Stored data entries:
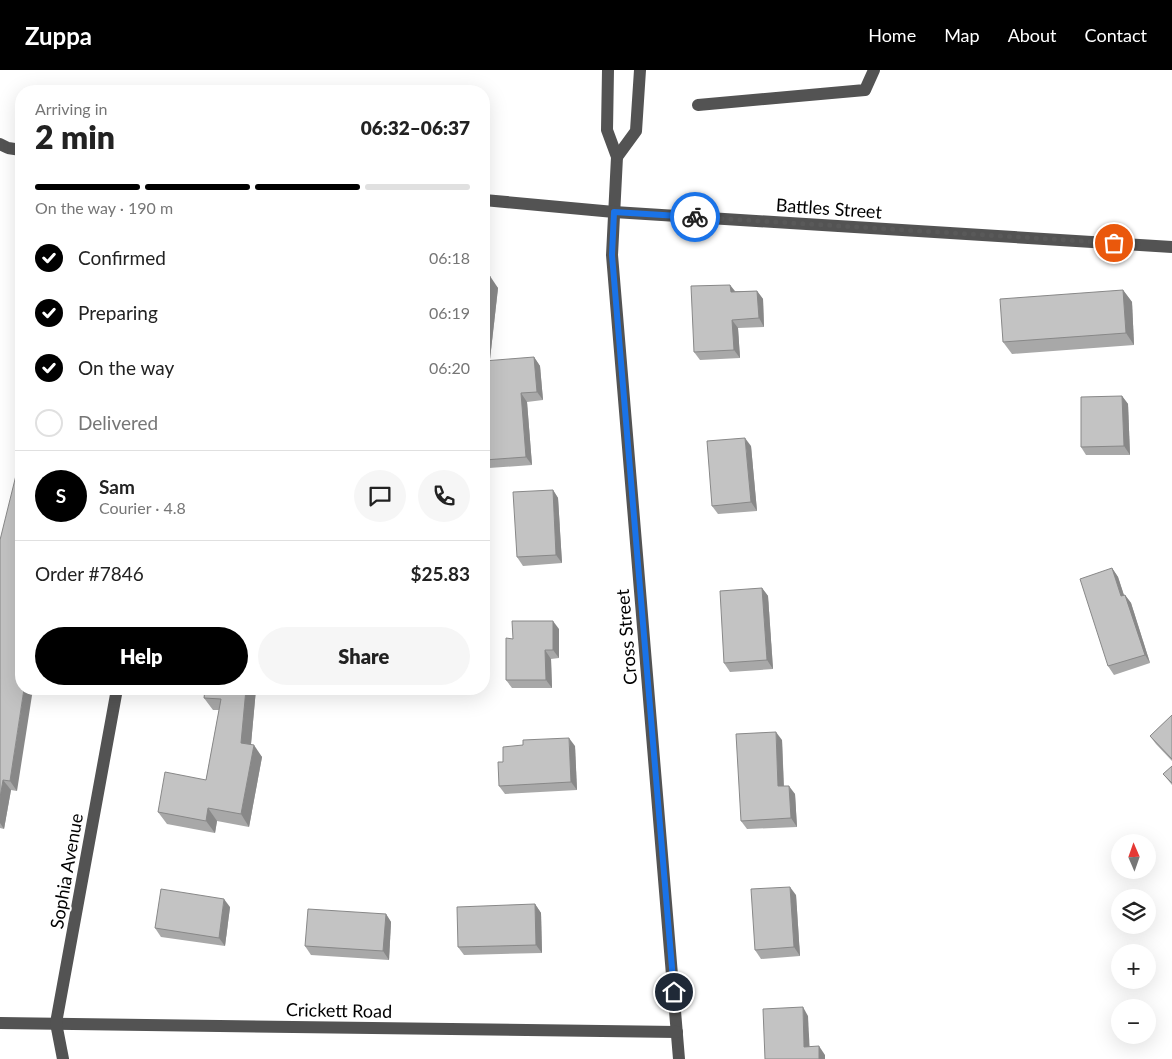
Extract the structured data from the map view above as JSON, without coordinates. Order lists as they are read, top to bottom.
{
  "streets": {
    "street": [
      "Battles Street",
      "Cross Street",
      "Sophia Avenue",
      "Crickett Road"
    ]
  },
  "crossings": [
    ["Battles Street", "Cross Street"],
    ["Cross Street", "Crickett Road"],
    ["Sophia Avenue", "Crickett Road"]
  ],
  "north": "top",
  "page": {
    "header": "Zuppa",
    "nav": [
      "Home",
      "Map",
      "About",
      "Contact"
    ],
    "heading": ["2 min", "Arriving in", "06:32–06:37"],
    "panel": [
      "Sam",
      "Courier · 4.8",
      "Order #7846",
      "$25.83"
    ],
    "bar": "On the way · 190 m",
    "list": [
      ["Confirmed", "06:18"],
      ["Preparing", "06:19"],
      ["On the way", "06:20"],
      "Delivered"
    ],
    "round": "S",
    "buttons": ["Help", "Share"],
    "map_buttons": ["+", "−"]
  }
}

### What you will do
Set down all the lines above exactly as they appear, with no pictures.

### Result for this task
Extract the structured data from the map view above as JSON, without coordinates. Order lists as they are read, top to bottom.
{
  "streets": {
    "street": [
      "Battles Street",
      "Cross Street",
      "Sophia Avenue",
      "Crickett Road"
    ]
  },
  "crossings": [
    ["Battles Street", "Cross Street"],
    ["Cross Street", "Crickett Road"],
    ["Sophia Avenue", "Crickett Road"]
  ],
  "north": "top",
  "page": {
    "header": "Zuppa",
    "nav": [
      "Home",
      "Map",
      "About",
      "Contact"
    ],
    "heading": ["2 min", "Arriving in", "06:32–06:37"],
    "panel": [
      "Sam",
      "Courier · 4.8",
      "Order #7846",
      "$25.83"
    ],
    "bar": "On the way · 190 m",
    "list": [
      ["Confirmed", "06:18"],
      ["Preparing", "06:19"],
      ["On the way", "06:20"],
      "Delivered"
    ],
    "round": "S",
    "buttons": ["Help", "Share"],
    "map_buttons": ["+", "−"]
  }
}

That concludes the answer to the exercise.